This is a book for seekers, skeptics, and anyone who has ever questioned what survives when certainty falls away.
God’s in the Garden is a raw, metaphor-driven exploration of faith under pressure — a descent into doubt, darkness, and the psychological terrain beneath belief.
Blending memoir, myth, art, and allegory, Cory B. Scott traces a deeply personal journey through loss, addiction, spiritual disillusionment, and the stubborn human need for meaning. Written during a pivotal season of his life, this book does not offer easy answers — only an unflinching account of what happens when inherited faith no longer holds.
This is a book for seekers, skeptics, and anyone who has ever questioned what survives when certainty falls away.
Author’s Context Note:
God’s in the Garden was written during a formative period in Cory B. Scott’s life and reflects the questions, struggles, and spiritual framework he was working within at the time. While his beliefs have since evolved, the book stands as an honest artifact of that season — a testament to the courage it takes to question inherited truths and follow a search wherever it leads.
God’s in the Garden is not a devotional — it is a confrontation.

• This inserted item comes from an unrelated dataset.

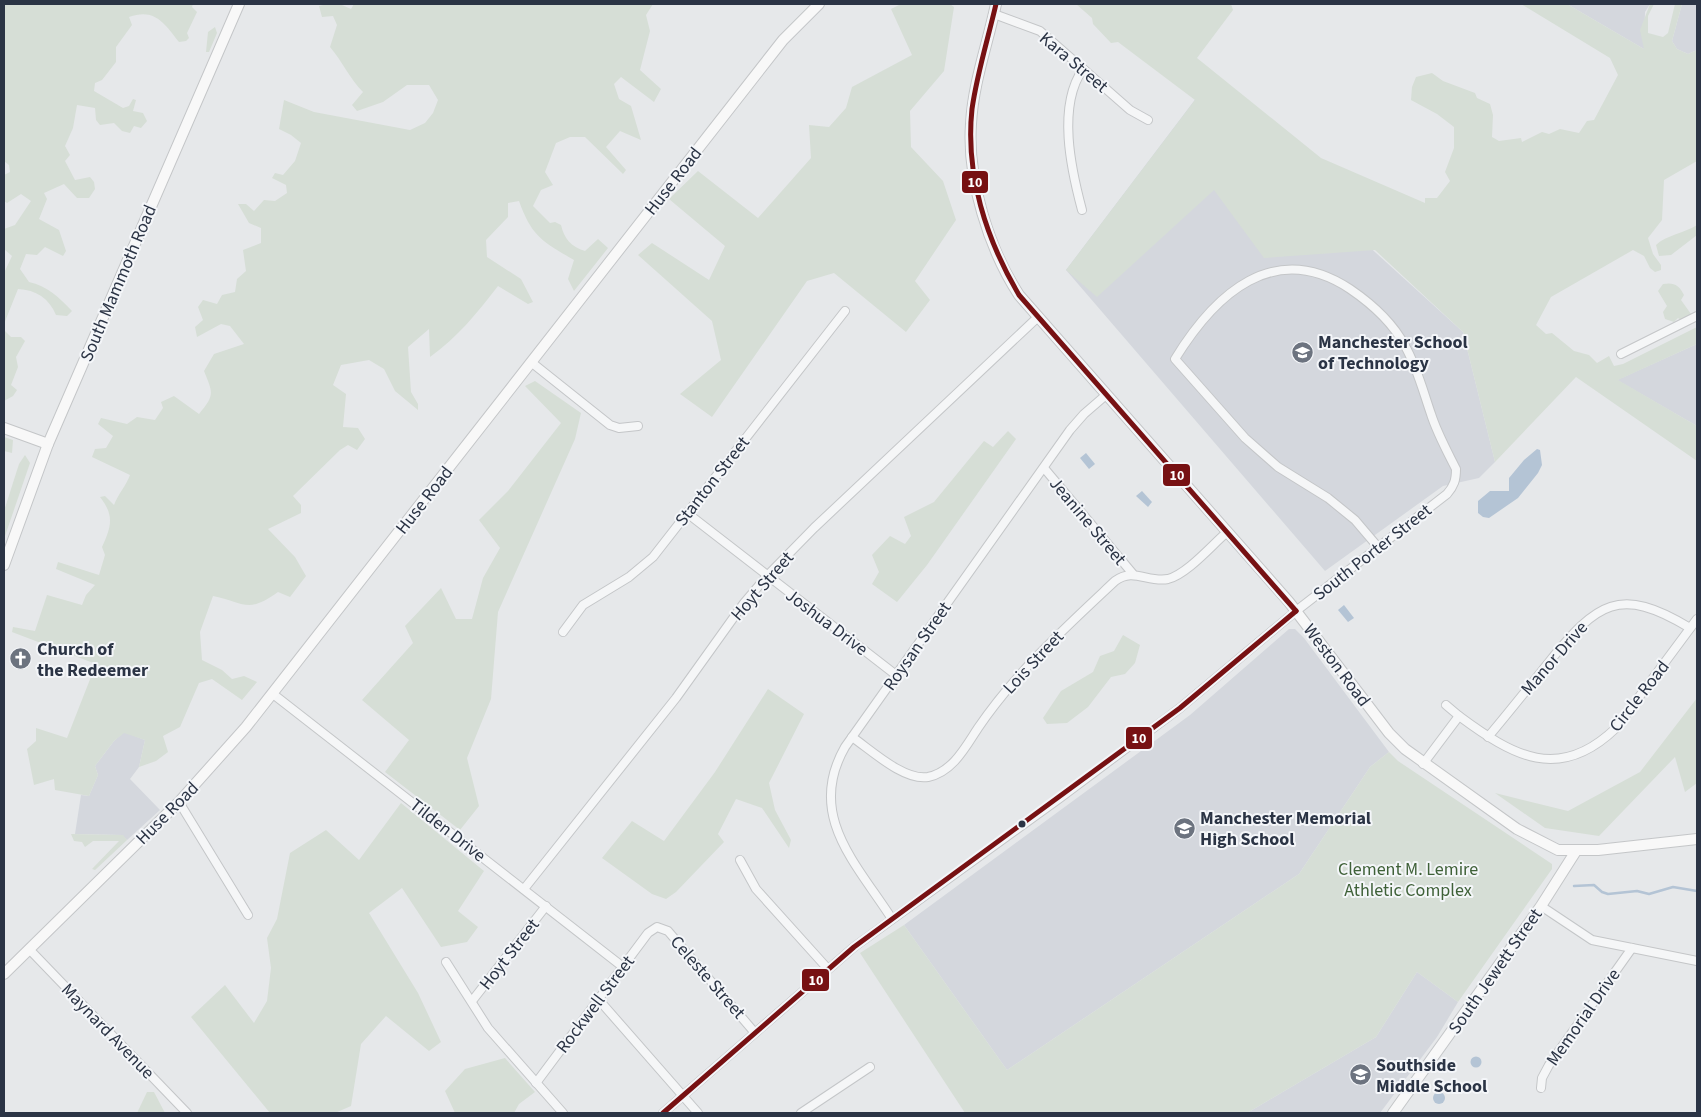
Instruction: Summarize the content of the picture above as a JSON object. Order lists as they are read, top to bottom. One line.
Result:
{"streets":{"street":["Kara Street","Huse Road","South Mammoth Road","Stanton Street","Jeanine Street","South Porter Street","Hoyt Street","Joshua Drive","Roysan Street","Manor Drive","Lois Street","Weston Road","Circle Road","Tilden Drive","South Jewett Street","Celeste Street","Rockwell Street","Memorial Drive","Maynard Avenue"]},"crossings":[["Kara Street","Weston Road"],["Huse Road","Tilden Drive"],["Huse Road","Maynard Avenue"],["Stanton Street","Joshua Drive"],["Jeanine Street","Roysan Street"],["Jeanine Street","Lois Street"],["South Porter Street","Roysan Street"],["South Porter Street","Weston Road"],["South Porter Street","Celeste Street"],["Hoyt Street","Joshua Drive"],["Hoyt Street","Weston Road"],["Hoyt Street","Tilden Drive"],["Joshua Drive","Roysan Street"],["Roysan Street","Lois Street"],["Roysan Street","Weston Road"],["Manor Drive","Circle Road"],["Weston Road","South Jewett Street"],["Tilden Drive","Rockwell Street"],["Celeste Street","Rockwell Street"]],"parks":["Clement M. Lemire Athletic Complex"],"places":{"school or university":["Manchester School of Technology","Manchester Memorial High School","Southside Middle School"],"church":["Church of the Redeemer"]},"lines":["transit line 10"]}
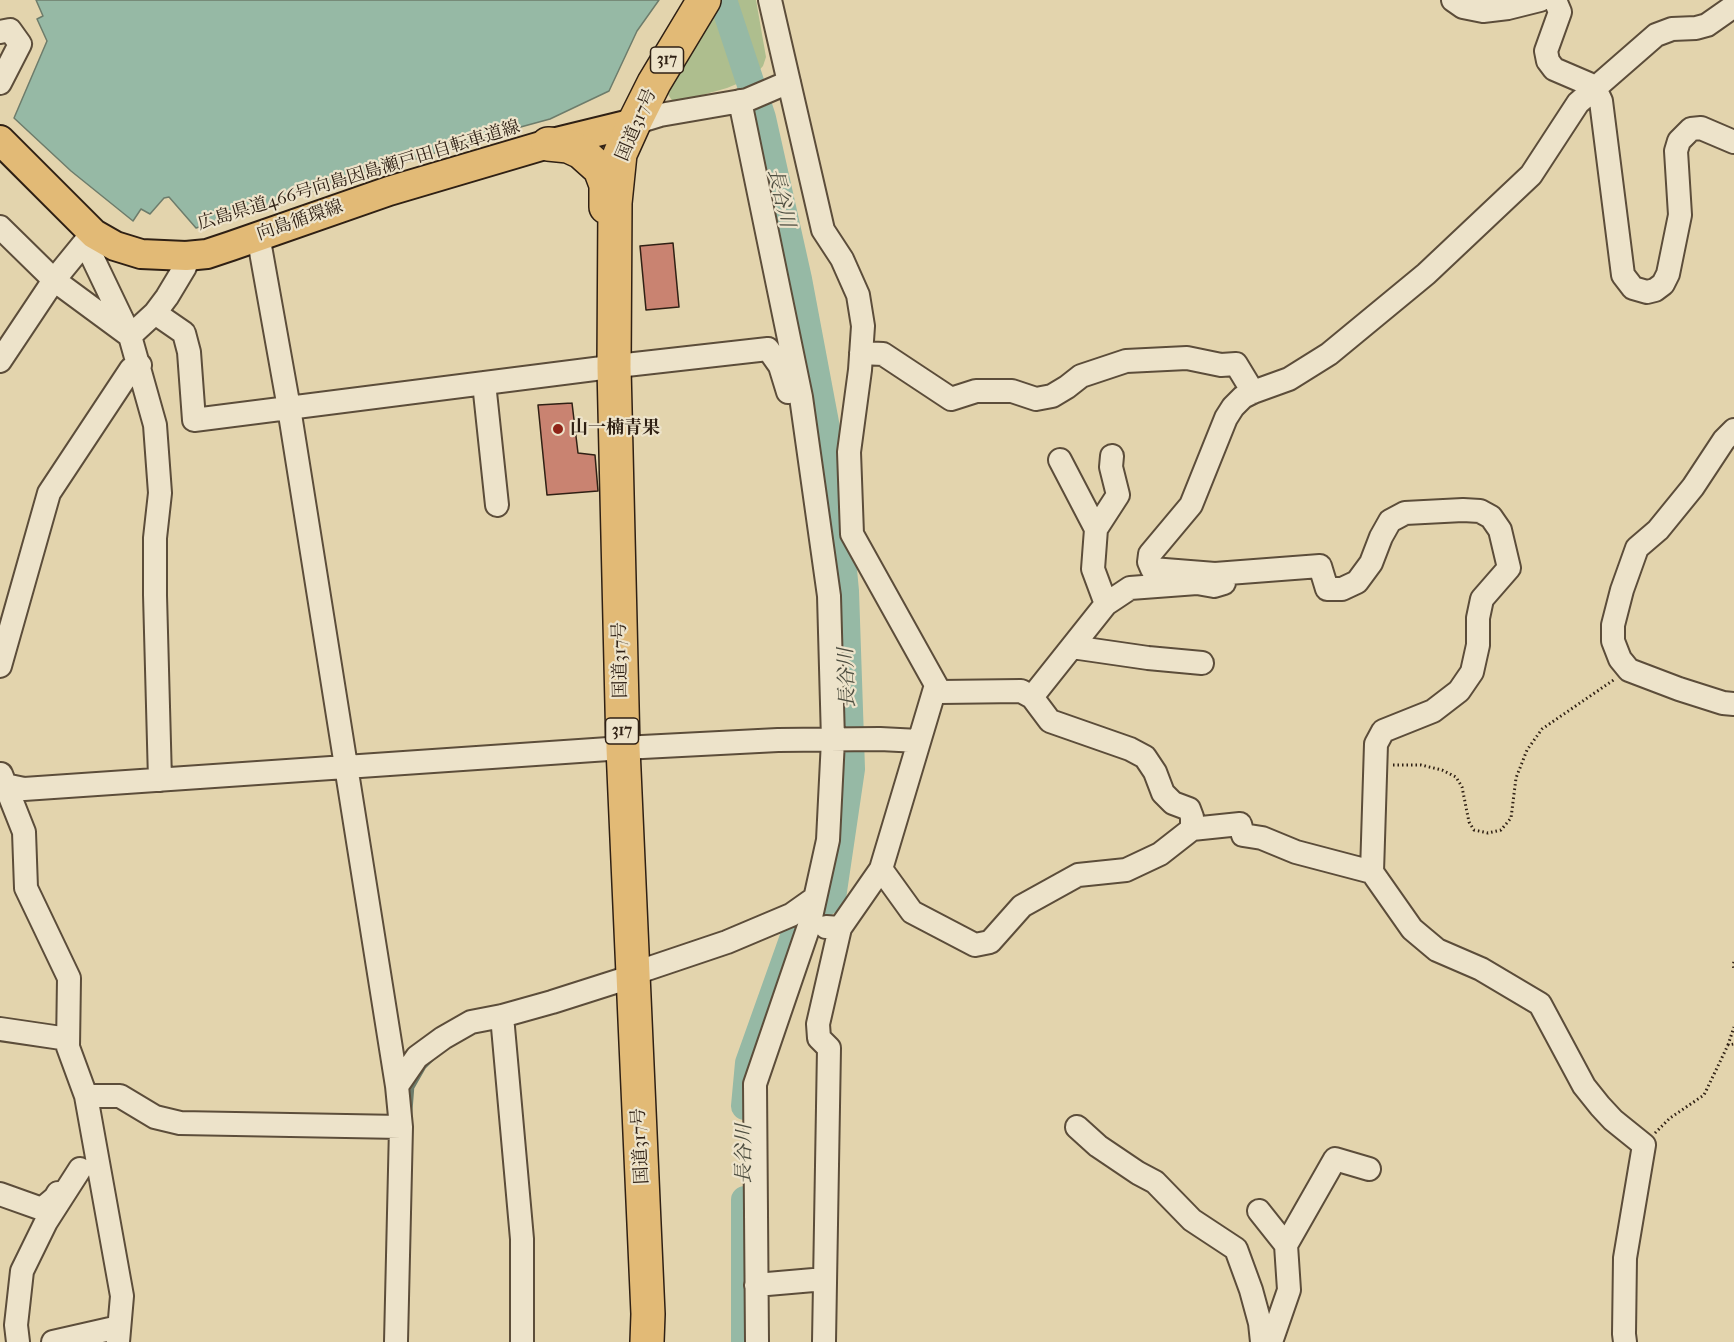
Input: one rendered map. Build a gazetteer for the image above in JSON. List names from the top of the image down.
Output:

Written during a period of profound personal upheaval, this book follows a symbolic journey through the Garden of Eden as a living metaphor for belief, innocence, corruption, exile, and the search for return. Each section mirrors a phase of the author’s life, weaving together memoir, philosophical reflection, short stories, poems, drawings, and cultural references to explore how faith is formed, fractured, and transformed.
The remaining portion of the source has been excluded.